• **PROBLEM TO WORK ON**: Search the listing below for the word "linecap" and copy each line that holds it.

• **SUPPLIED DATA**:
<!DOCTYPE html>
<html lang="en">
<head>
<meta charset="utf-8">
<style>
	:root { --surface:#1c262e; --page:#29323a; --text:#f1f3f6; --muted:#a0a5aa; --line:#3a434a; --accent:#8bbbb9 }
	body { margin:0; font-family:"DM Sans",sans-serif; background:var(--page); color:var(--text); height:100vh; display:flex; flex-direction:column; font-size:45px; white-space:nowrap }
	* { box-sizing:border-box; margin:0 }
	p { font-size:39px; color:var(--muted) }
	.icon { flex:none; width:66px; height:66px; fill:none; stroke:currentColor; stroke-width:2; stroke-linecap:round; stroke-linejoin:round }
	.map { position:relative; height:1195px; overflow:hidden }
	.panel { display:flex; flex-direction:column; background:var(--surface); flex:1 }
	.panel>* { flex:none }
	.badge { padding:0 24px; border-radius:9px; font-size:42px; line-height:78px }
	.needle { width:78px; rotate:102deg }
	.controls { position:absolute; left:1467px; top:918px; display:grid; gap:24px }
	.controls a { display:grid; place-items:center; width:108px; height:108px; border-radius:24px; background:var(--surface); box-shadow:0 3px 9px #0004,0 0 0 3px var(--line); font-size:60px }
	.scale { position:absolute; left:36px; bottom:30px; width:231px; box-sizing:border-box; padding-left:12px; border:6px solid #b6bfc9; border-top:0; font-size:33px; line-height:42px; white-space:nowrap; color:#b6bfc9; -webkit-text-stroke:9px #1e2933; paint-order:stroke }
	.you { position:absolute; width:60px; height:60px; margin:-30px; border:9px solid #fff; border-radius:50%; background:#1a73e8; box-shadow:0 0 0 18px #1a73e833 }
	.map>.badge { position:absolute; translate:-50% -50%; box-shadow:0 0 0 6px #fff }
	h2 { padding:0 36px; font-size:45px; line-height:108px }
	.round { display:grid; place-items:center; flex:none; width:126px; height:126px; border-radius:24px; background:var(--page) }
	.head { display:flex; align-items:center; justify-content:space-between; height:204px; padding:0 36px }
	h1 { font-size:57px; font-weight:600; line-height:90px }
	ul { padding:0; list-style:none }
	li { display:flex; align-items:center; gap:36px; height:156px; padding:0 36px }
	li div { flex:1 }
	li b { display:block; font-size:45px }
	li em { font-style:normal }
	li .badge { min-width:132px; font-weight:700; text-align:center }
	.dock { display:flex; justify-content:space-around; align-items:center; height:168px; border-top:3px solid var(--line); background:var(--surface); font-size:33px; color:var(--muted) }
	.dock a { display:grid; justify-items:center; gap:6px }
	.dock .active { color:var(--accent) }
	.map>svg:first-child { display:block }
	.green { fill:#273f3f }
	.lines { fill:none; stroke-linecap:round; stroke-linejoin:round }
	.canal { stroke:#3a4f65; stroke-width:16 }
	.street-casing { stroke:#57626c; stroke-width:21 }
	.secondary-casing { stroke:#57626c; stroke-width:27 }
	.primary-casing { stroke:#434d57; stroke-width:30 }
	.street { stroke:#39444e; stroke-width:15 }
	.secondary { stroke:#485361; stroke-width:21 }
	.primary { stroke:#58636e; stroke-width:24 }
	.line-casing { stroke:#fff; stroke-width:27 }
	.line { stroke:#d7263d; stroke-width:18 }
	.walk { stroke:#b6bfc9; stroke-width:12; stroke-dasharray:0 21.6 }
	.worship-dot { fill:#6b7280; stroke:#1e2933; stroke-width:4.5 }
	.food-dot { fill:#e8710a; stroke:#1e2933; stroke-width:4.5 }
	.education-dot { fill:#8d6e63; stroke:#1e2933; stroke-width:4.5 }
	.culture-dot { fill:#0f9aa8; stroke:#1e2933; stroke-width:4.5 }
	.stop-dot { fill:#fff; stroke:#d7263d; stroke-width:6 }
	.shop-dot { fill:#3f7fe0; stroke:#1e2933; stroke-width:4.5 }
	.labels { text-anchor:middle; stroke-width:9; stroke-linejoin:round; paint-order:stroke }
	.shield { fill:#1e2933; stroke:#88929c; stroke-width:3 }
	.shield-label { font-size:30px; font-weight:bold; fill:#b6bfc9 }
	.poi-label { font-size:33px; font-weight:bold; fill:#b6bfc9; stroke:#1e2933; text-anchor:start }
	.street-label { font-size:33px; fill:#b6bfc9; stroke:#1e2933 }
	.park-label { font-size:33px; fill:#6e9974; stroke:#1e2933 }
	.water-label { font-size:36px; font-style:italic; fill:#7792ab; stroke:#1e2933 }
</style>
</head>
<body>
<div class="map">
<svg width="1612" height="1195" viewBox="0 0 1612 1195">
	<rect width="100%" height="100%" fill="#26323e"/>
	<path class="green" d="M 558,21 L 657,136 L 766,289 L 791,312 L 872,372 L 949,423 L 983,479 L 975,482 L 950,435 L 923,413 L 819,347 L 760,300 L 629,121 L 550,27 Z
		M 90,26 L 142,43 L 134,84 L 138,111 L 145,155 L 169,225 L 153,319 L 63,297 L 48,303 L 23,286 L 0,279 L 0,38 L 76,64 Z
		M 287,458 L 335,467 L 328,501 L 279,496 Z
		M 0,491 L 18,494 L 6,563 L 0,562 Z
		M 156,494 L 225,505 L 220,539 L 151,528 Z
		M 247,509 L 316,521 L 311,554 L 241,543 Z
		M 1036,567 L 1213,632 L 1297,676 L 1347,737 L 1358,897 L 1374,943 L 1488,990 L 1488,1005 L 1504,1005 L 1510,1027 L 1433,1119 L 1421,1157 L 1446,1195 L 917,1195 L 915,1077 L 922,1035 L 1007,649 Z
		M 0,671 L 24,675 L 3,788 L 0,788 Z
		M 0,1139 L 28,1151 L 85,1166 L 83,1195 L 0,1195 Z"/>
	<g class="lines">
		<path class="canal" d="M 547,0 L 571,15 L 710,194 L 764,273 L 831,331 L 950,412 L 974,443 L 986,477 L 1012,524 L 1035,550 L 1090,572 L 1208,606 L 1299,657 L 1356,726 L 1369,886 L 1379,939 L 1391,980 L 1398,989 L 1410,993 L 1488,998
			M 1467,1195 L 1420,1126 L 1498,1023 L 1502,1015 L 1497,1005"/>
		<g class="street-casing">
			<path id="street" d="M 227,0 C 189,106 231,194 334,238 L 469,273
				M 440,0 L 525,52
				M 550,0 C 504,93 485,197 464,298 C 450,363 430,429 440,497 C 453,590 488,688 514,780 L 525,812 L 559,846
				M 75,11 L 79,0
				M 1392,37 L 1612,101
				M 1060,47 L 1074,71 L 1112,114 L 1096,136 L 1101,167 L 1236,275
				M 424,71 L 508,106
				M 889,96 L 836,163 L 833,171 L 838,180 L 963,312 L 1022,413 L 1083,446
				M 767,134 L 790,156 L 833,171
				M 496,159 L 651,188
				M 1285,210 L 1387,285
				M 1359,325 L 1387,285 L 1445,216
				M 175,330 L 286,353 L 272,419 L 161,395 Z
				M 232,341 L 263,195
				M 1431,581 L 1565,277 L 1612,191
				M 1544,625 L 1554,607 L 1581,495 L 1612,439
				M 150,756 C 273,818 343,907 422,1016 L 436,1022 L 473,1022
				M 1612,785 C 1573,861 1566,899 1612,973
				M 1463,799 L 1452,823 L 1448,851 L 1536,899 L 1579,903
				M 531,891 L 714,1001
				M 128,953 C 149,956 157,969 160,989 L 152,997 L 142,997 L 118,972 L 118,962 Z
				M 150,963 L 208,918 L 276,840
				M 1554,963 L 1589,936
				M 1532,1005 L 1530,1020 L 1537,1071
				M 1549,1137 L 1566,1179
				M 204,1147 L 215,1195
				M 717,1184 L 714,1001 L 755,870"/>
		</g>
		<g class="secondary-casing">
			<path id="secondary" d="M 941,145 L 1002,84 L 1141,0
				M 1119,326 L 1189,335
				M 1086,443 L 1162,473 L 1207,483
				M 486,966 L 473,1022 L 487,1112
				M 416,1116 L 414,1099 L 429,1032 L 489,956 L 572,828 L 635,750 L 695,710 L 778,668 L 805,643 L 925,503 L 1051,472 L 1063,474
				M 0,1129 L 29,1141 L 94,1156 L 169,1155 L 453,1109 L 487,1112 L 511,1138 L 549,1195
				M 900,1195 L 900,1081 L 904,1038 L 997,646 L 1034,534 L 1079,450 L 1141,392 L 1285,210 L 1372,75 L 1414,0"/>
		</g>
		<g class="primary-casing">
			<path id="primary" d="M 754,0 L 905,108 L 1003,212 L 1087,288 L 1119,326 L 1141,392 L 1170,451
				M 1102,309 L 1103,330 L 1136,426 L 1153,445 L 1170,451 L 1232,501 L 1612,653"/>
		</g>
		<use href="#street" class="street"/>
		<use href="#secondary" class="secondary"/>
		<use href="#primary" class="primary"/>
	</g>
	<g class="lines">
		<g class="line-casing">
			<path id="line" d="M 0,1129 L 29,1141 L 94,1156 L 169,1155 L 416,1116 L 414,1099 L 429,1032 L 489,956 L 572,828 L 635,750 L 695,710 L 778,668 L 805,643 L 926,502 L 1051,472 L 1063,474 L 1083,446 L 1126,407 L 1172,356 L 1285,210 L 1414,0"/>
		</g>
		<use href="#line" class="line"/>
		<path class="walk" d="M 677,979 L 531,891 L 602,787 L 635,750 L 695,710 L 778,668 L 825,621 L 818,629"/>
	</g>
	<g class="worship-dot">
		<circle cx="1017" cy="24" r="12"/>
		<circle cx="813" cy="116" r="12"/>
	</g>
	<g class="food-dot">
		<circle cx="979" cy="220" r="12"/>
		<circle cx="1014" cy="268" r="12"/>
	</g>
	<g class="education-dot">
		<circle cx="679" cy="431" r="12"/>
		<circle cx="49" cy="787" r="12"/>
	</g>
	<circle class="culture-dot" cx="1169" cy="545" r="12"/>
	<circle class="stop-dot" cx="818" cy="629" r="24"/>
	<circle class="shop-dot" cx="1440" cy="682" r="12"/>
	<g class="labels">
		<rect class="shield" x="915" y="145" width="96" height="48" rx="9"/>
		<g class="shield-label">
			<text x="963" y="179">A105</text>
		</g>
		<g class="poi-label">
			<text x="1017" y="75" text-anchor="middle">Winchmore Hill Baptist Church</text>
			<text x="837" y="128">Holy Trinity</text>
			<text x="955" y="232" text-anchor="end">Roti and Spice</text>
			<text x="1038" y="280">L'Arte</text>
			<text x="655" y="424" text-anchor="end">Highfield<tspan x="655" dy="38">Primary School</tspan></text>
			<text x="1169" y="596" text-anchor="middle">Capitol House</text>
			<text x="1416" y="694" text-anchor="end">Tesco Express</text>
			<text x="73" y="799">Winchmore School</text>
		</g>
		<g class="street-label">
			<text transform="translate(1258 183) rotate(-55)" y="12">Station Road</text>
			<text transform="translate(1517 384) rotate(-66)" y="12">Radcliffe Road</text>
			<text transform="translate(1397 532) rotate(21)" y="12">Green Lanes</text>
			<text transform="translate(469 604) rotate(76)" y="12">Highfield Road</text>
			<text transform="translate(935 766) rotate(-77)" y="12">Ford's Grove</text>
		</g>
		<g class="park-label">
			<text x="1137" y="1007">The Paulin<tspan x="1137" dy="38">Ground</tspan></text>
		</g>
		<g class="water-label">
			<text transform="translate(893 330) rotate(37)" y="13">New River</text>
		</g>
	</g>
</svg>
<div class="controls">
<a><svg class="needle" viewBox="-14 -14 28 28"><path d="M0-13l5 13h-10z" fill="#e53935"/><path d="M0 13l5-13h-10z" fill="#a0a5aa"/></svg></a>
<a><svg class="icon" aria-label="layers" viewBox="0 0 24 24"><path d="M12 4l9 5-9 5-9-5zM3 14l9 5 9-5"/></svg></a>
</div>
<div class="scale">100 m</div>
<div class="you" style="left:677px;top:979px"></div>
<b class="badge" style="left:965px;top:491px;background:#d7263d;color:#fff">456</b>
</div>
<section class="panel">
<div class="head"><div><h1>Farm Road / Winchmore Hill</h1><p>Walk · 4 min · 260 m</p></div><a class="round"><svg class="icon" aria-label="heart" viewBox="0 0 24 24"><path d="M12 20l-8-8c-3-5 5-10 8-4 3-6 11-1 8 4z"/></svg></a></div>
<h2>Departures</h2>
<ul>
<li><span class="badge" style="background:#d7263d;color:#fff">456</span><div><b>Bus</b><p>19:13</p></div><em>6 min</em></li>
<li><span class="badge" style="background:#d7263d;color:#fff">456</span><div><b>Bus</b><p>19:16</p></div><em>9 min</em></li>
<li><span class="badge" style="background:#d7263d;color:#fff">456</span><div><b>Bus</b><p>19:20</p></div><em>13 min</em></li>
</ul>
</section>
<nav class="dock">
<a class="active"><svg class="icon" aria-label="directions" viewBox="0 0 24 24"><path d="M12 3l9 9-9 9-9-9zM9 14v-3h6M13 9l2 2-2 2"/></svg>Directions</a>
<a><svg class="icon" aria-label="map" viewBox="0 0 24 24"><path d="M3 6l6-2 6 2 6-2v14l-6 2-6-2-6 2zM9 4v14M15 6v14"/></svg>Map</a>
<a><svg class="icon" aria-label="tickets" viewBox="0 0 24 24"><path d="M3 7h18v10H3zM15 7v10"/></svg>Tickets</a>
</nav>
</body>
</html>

• **WORKED SOLUTION**:
	.icon { flex:none; width:66px; height:66px; fill:none; stroke:currentColor; stroke-width:2; stroke-linecap:round; stroke-linejoin:round }
	.lines { fill:none; stroke-linecap:round; stroke-linejoin:round }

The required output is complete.